During fiscal year 2011, the Company recorded a Loss on debt extinguishment of $318,000, as a result of amending The Picometrix Notes as described in Note 6 to the Consolidated Financial Statements.
 
Net loss for fiscal 2011 was $1.9 million ($0.07 per share), as compared to net loss of $3.7 million ($0.15 per share) in fiscal 2010, a decrease in loss of $1.8 million.  The decrease in losses for the year were primarily attributable to higher revenue offset partially by an increase in cost associated with new product  revenue and increased R&D expenses in the growth product platforms.  The non-cash impact of recording the change in fair value of warrant liability and the loss on debt extinguishment accounted for $809,000 (or 43%) of the loss for fiscal 2011, which represents $0.03 per share.
 
Liquidity and Capital Resources
At March 31, 2011, the Company had cash and cash equivalents of $4.7 million, an increase of $3.0 million from $1.7 million as of March 31, 2010. Cash generated from financing activities in fiscal 2011 accounted for $5.1 million, offset by a reduction in cash from investing activities of $1.6 million and a reduction in cash from operating activities of $473,000.
 
Operating Activities
Net cash used in operating activities of $473,000 for the year ended March 31, 2011 was primarily the result of net cash provided by operations of $1.7 million offset by net cash used by changes in operating assets and liabilities of $2.2 million.  The net cash provided by operations included a net loss of $1.9 million, offset by non-cash expenses of $3.6 million, including $2.8 million from depreciation, amortization and stock based compensation expense;  approximately $491,000 for the change in the fair value of warrants; and $318,000 from loss on debt extinguishment.
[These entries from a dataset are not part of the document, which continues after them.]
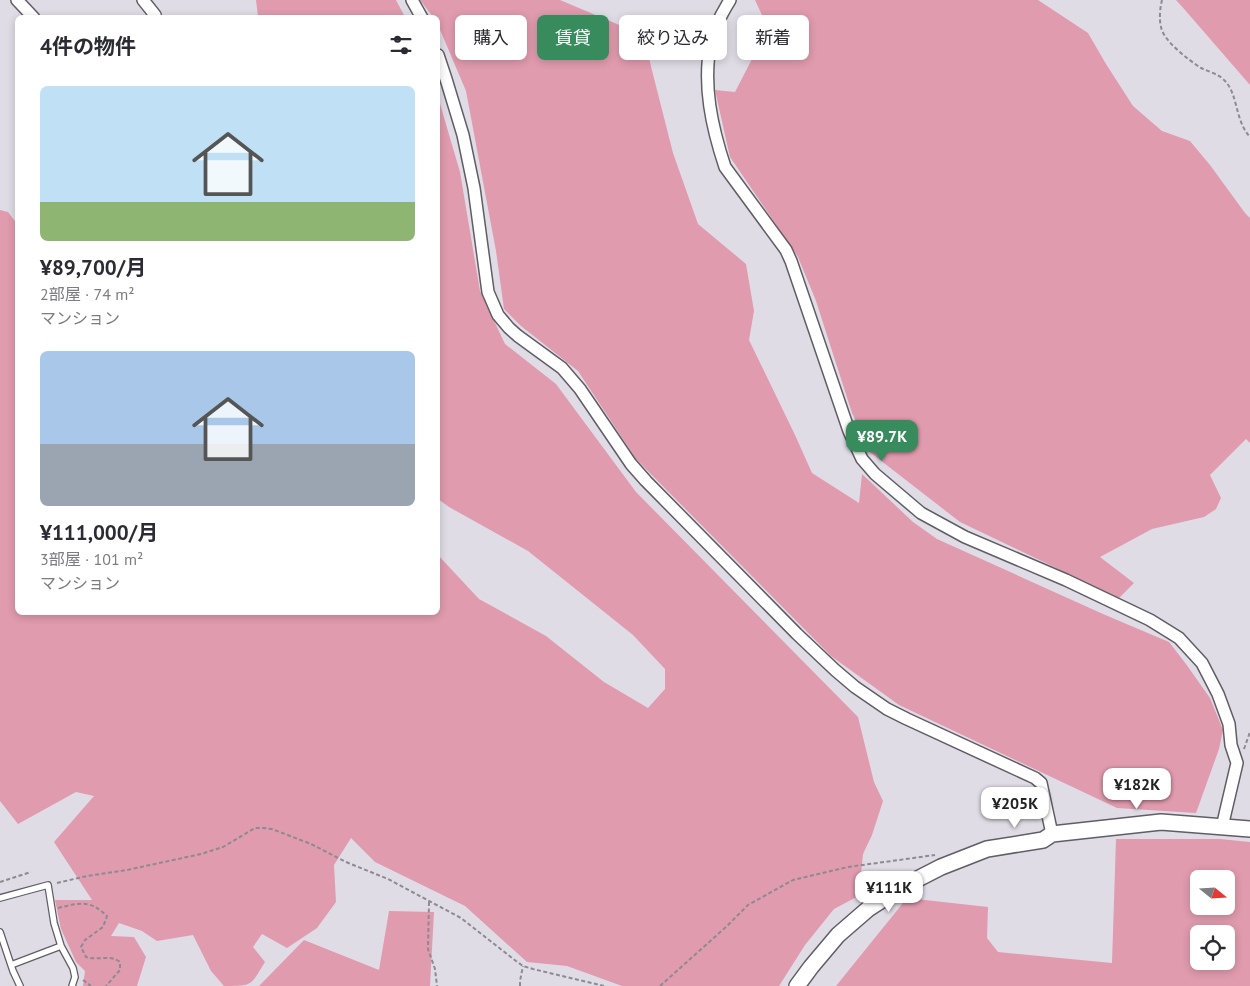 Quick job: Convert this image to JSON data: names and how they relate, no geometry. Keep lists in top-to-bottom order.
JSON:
{
  "north": "right",
  "page": {
    "chip": [
      "購入",
      "賃貸",
      "絞り込み",
      "新着"
    ],
    "heading": "4件の物件",
    "list": [
      {
        "name": "¥89,700/月",
        "note": "2部屋 · 74 m² · マンション"
      },
      {
        "name": "¥111,000/月",
        "note": "3部屋 · 101 m² · マンション"
      }
    ],
    "price": [
      "¥89.7K",
      "¥182K",
      "¥205K",
      "¥111K"
    ]
  }
} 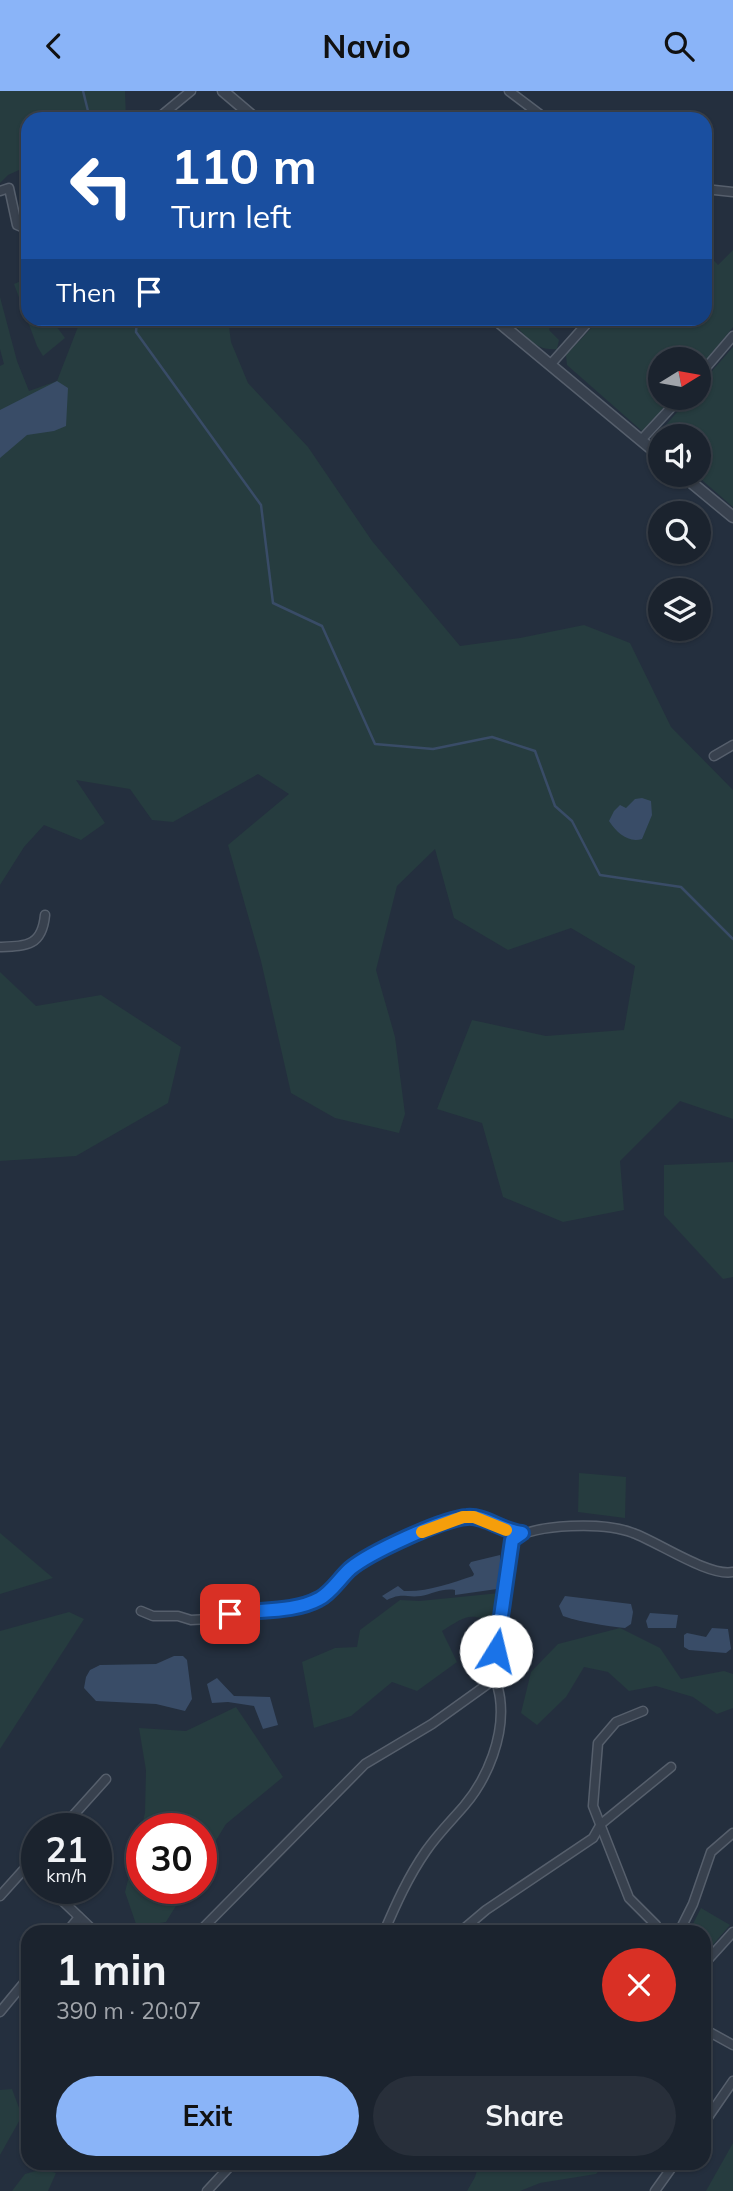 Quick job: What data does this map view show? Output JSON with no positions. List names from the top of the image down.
{
  "north": "right",
  "page": {
    "header": "Navio",
    "turn": ["110 m", "Turn left"],
    "then": "Then",
    "speed": "21 km/h",
    "limit": "30",
    "heading": ["1 min", "390 m · 20:07"],
    "buttons": ["Exit", "Share"]
  }
} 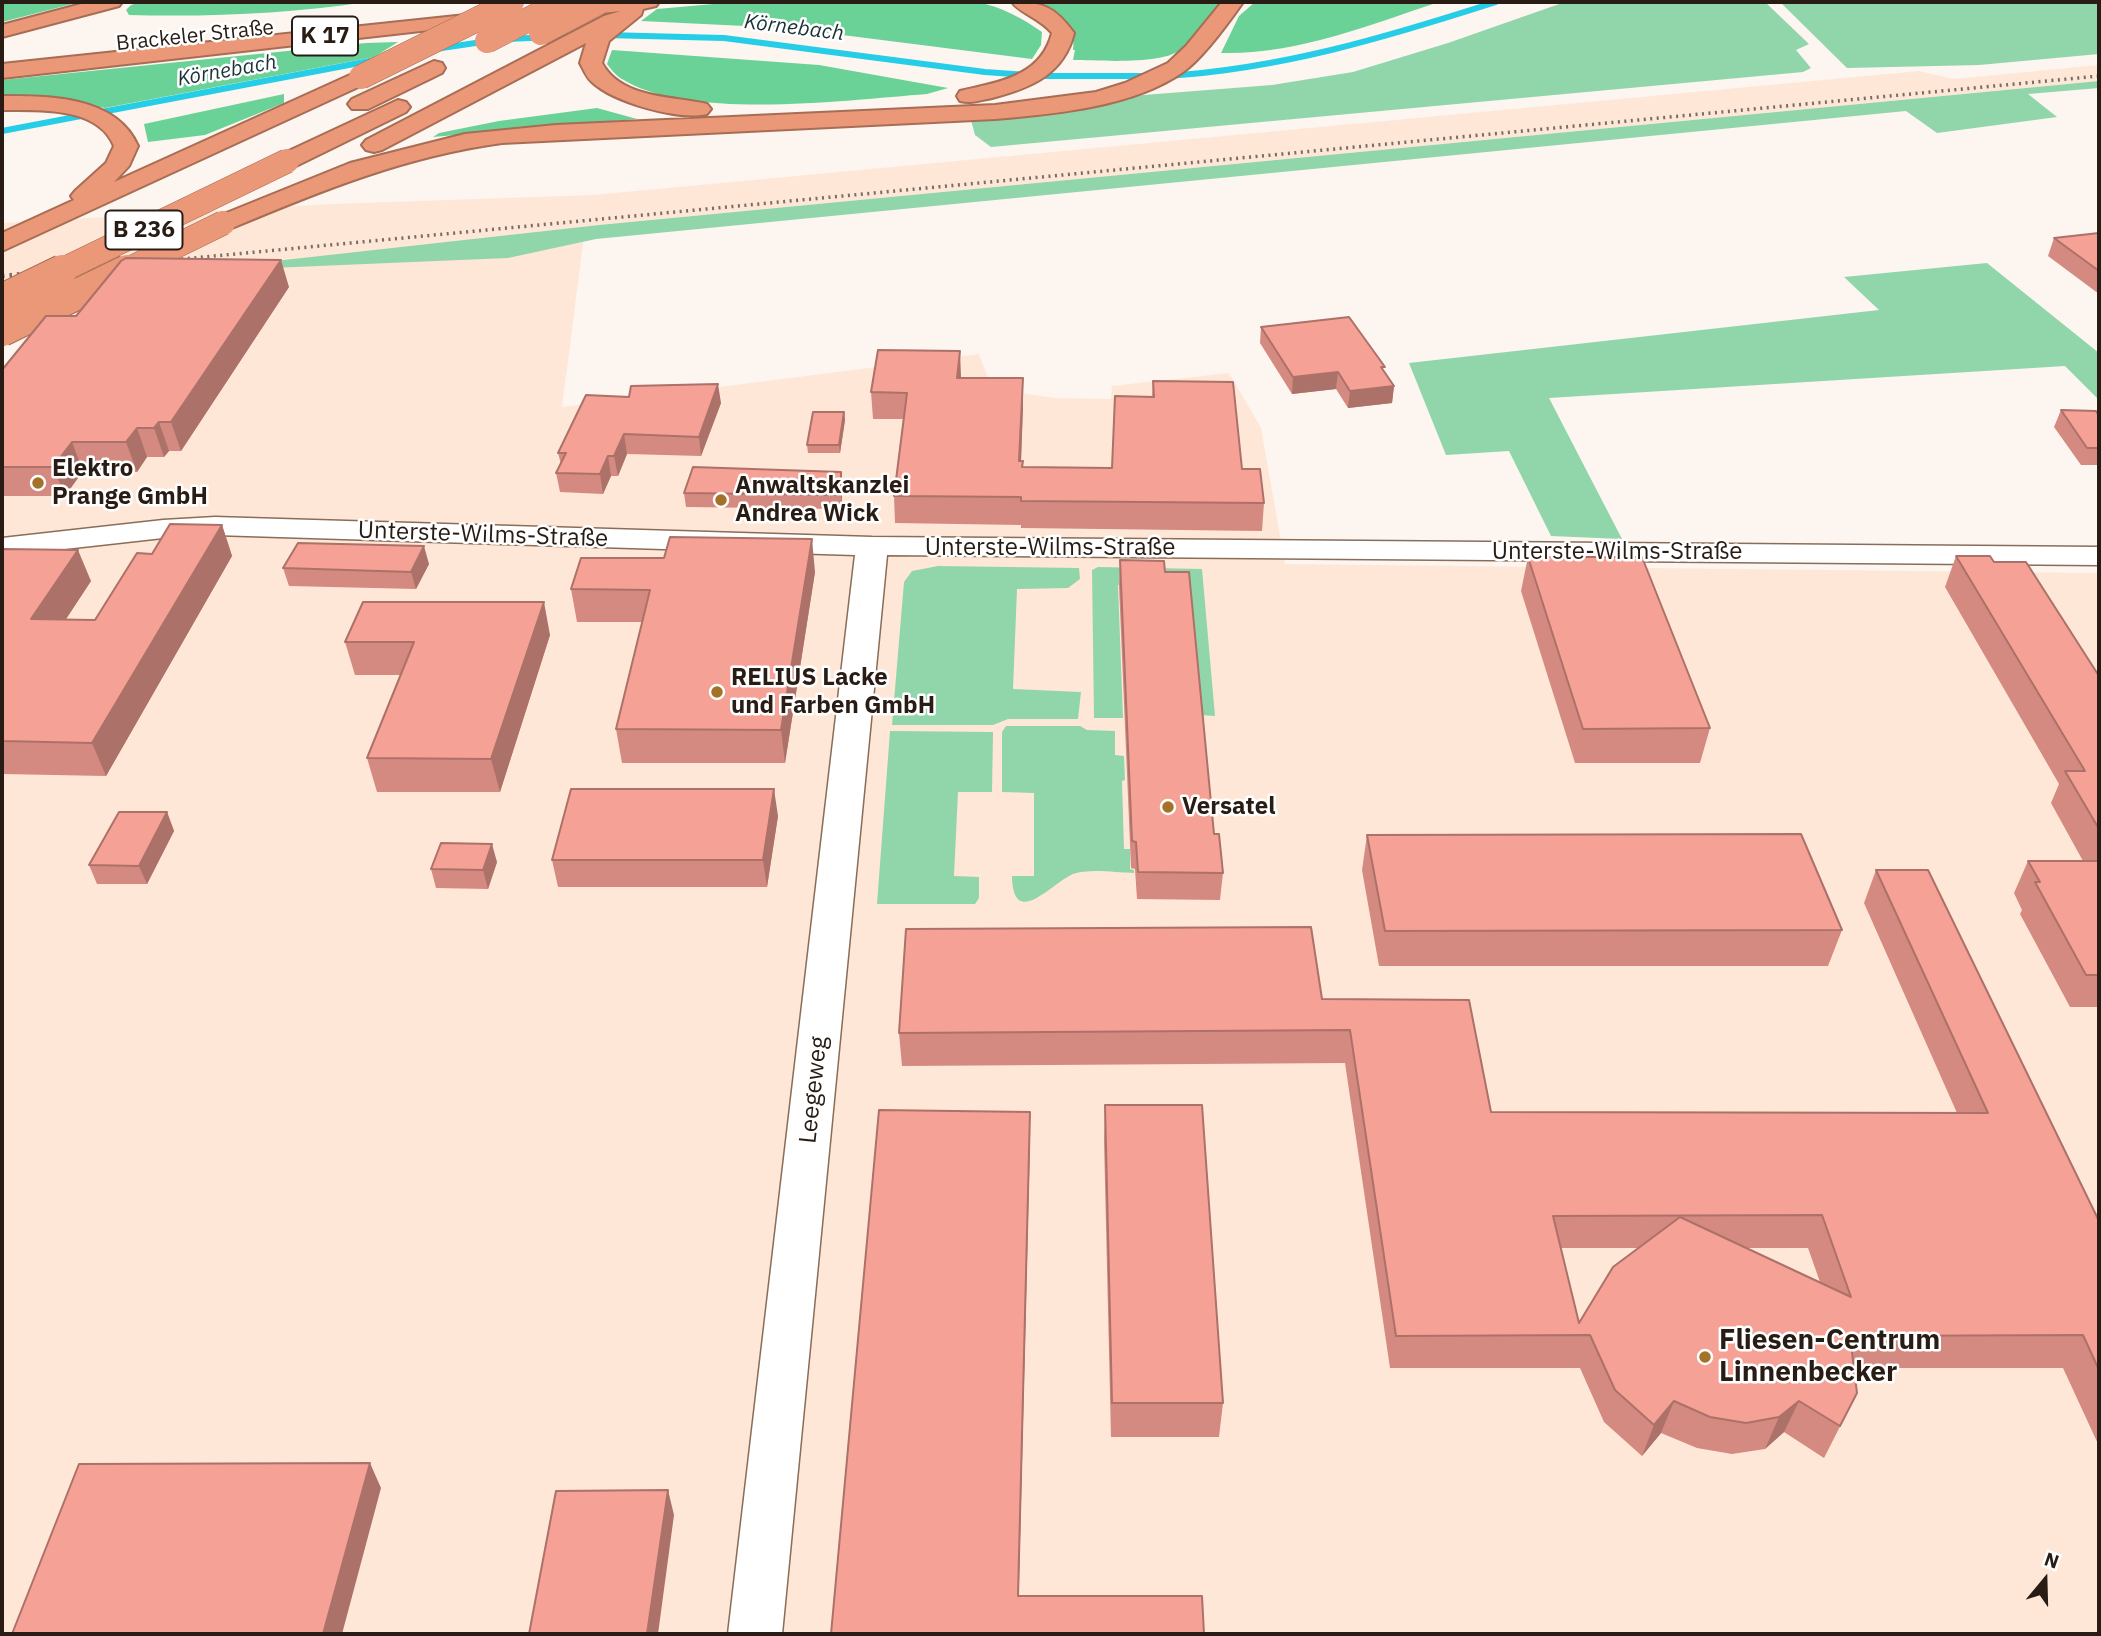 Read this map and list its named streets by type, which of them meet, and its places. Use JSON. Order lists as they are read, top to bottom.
{
  "streets": {
    "highway": ["Brackeler Straße", "K 17", "B 236"],
    "street": ["Unterste-Wilms-Straße", "Leegeweg"]
  },
  "crossings": [
    ["Unterste-Wilms-Straße", "Leegeweg"]
  ],
  "water": ["Körnebach"],
  "places": [
    "Elektro Prange GmbH",
    "Anwaltskanzlei Andrea Wick",
    "RELIUS Lacke und Farben GmbH",
    "Versatel",
    "Fliesen-Centrum Linnenbecker"
  ],
  "north": "top"
} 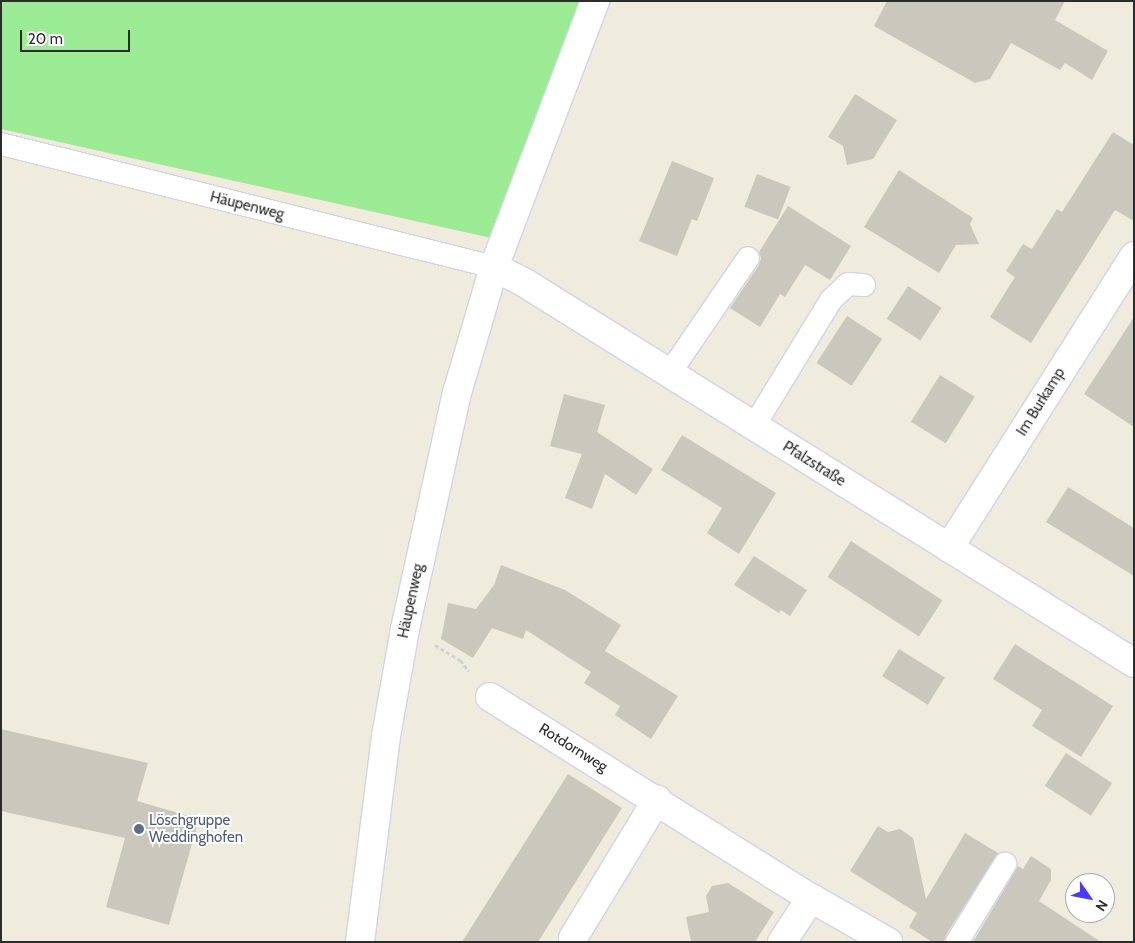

The net use of cash by changes in operating assets and liabilities of $2.2 million was primarily a result of higher revenues which increased accounts receivable by $1.9 million and inventories by $1.1 million, offset by increases in accounts payable of $1.1 million.  Prepaid and other assets increased $323,000, offset by increased accrued expenses of $50,000.
 
Net cash provided by operating activities of $152,000 for the year ended March 31, 2010 was primarily the result of net cash provided by changes in operating assets and liabilities of $406,000, offset by net cash used in operations of $254,000. The net cash used in operations included a net loss of $3.7 million, offset by net cash expenses of $3.6 million from depreciation, amortization and stock based compensation expense, and non-cash income of approximately $182,000 to record a change in the fair value of warrants. Changes in operating assets and liabilities were primarily a result of lower revenues which reduced accounts receivable by $605,000 and lowered accounts payable by $350,000.  Prepaid and other assets were lower by $63,000 and accrued expenses increased by $75,000.
 
Investing Activities
Net cash used in investing activities was approximately $1.6 million for the year ended March 31, 2011.  The amount consisted of capital expenditures of approximately $1.4 million and patent expenditures of $251,000.
 
Net cash used in investing activities was approximately $44,000 for the year ended March 31, 2010.  The amount consisted of capital expenditures of approximately $130,000 (which includes $40,000 to complete the conversion of the California clean room to hybrid assembly manufacturing space), and patent expenditures of $192,000, offset by the elimination of the certificate of deposit of $278,000 required by the amended operating lease of the Ann Arbor facility.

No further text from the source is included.